Introduction: What is the Scalable Coherent Interface?
The Scalable Coherent Interface (SCI) is an ANSI/IEEE protocol to provide fast point-to-point connections for high-performance multiprocessor systems ("IEEE Standards Association") . It works with both shared memory and message passing and was approved in 1992. In the 1980's, as processors were getting faster and faster, they were beginning to outpace the speed of the bus. SCI was created to provide a non-bus based interconnection protocol. It was intended to be scalable, meaning it can work with few or many multiprocessors.
SCI Cache Coherence
SCI utilizes a directory based cache coherence protocol similar to what is describe in Chapter 11 of Solihin (2008). Instead of cache coherence being handled by caches snooping for interactions on a bus, a directory manages the coherence of each individual cache by creating a doubly-linked list of the caches that are sharing a particular block of memory. The directory maintains a state for the block in memory, and a pointer to the first cache that is on the shared list. The first cache in the list is the cache for the processor that most recently accessed the block of memory. When the "head" of the list modifies the block of memory, they have to notify main memory that they now have the only clean copy of the data. This head cache must also notify the next cache in the shared list so that the cache can invalidate their copy. The information then propagates from there.

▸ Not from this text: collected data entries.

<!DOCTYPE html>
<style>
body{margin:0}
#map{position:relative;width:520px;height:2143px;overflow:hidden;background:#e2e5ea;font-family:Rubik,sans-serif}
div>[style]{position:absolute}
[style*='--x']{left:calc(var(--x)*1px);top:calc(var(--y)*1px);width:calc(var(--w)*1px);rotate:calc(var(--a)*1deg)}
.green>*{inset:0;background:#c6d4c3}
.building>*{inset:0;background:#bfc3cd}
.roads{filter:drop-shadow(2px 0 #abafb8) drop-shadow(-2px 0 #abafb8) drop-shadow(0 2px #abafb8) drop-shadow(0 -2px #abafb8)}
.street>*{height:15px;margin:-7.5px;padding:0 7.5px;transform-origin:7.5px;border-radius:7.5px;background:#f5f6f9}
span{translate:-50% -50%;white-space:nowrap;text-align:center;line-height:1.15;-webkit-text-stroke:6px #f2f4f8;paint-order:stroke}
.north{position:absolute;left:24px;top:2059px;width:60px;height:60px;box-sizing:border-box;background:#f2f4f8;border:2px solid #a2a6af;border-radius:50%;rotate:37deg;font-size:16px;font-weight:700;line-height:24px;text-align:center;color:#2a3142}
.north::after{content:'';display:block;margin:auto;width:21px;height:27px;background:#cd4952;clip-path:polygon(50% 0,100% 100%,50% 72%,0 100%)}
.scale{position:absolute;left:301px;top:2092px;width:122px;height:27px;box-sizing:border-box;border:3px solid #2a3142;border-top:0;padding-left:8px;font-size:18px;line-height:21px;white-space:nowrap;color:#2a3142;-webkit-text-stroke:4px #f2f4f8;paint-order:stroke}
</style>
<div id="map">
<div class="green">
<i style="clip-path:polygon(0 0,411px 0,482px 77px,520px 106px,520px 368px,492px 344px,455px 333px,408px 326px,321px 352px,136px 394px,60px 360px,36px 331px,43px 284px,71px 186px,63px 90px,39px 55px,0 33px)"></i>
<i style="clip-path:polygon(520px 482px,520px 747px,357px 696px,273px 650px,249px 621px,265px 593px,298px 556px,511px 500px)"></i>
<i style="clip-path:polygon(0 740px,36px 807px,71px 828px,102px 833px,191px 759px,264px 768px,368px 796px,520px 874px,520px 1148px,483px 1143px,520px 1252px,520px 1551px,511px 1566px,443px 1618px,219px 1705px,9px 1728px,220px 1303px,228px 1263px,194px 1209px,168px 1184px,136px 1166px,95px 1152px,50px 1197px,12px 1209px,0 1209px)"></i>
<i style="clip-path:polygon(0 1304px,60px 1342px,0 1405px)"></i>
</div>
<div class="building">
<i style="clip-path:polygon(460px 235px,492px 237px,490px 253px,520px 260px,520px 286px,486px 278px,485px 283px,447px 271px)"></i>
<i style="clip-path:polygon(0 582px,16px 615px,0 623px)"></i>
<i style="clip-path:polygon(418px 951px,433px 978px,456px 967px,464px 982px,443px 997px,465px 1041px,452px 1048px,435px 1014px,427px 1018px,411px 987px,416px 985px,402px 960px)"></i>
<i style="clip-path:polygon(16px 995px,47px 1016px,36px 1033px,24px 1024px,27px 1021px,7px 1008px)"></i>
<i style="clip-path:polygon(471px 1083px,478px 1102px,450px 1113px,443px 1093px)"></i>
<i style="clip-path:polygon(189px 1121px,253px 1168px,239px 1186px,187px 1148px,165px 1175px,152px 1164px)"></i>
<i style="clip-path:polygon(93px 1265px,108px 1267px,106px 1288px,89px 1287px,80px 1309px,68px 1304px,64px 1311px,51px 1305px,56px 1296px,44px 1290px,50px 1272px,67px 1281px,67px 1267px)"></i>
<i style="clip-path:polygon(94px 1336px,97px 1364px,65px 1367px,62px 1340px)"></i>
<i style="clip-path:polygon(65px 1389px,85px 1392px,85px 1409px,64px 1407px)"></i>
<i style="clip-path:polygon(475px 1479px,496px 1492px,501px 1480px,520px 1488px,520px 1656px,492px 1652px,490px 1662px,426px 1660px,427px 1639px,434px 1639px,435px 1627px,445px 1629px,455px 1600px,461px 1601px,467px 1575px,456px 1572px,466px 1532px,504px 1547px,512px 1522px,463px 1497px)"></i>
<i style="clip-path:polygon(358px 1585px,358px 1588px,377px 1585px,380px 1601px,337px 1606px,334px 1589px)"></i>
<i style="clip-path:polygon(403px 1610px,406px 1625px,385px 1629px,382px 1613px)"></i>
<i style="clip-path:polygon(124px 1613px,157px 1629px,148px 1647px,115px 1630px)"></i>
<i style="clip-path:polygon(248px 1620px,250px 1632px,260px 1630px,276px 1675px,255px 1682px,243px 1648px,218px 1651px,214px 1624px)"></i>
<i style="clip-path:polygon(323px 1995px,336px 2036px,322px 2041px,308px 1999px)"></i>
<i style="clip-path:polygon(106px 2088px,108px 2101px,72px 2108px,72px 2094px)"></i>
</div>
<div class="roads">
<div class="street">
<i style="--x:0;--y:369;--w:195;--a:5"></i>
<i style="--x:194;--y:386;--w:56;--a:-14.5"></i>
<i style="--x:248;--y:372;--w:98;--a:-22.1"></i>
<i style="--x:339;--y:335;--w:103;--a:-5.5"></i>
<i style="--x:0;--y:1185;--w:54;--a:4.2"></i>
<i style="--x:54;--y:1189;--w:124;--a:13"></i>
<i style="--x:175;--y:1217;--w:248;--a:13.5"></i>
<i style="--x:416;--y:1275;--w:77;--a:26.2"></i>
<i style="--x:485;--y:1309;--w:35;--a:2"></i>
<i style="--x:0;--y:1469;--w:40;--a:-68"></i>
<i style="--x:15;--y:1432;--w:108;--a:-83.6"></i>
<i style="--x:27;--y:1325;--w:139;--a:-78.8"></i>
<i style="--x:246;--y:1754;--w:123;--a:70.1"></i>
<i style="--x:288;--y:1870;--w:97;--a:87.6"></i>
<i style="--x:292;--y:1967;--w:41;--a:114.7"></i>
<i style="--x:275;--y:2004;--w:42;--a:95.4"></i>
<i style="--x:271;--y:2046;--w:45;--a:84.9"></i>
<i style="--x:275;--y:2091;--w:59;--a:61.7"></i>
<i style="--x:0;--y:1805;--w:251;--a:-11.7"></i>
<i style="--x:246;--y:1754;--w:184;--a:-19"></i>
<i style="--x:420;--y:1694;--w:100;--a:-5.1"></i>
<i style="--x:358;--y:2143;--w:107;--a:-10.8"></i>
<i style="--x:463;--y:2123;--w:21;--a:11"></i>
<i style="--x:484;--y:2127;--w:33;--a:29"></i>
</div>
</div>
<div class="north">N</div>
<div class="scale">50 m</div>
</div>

The structure for SCI is fairly complicated and can lead to a number of race conditions.
Coherence Race Conditions
There are many different instances in the SCI cache coherence protocol where race conditions are handled in such a way they are a non-issue. For instance, in SCI only the head node in the link list of sharers is able to write to the block. All sharers, including the head, can read. Suppose we have two nodes, N1 and N2, with both nodes sharing a cached block. N1 is the head of the linked list while N2 is the tail of the linked list. If N2 wants to write a value to the cached block, the node must do it in a series of steps. First N2 detaches itself from the linked list by updating N1's NEXT pointer. Since N2 is no longer a sharer, the node must invalidate its cached copy to prevent a race condition (N1 writes to block while N2 holds an out-of-date version of the block). Then N2 has to re-request the block from the directory with intent to write data. The directory then processes N2's request and N2 swaps out the current head's pointer (N1) with its own, making it the new head. N2 then uses the pointer to N1 to invalidate all sharers. In this case N1 is the only sharer (Gustavson, and Li 56) . This allows the SCI protocol to keep write exclusivity. Write exclusivity mean only one write can be performed to a give block at a time. Without write exclusivity, each node sharing the block would be able to write to the block, allowing for multiple writes to happen simultaneously. If each cache wrote simultaneously, every cache sharing the block would get invalidated, including the head. Also the block in memory might not posses the correct value. In order for this to be implemented, there needs to be special states for the head, middle, and tail of the linked list. Also there needs to be states that determine the read/write capabilities of the nodes. Table 1 shows how this scenario would look using a simplistic version of SCI discussed later.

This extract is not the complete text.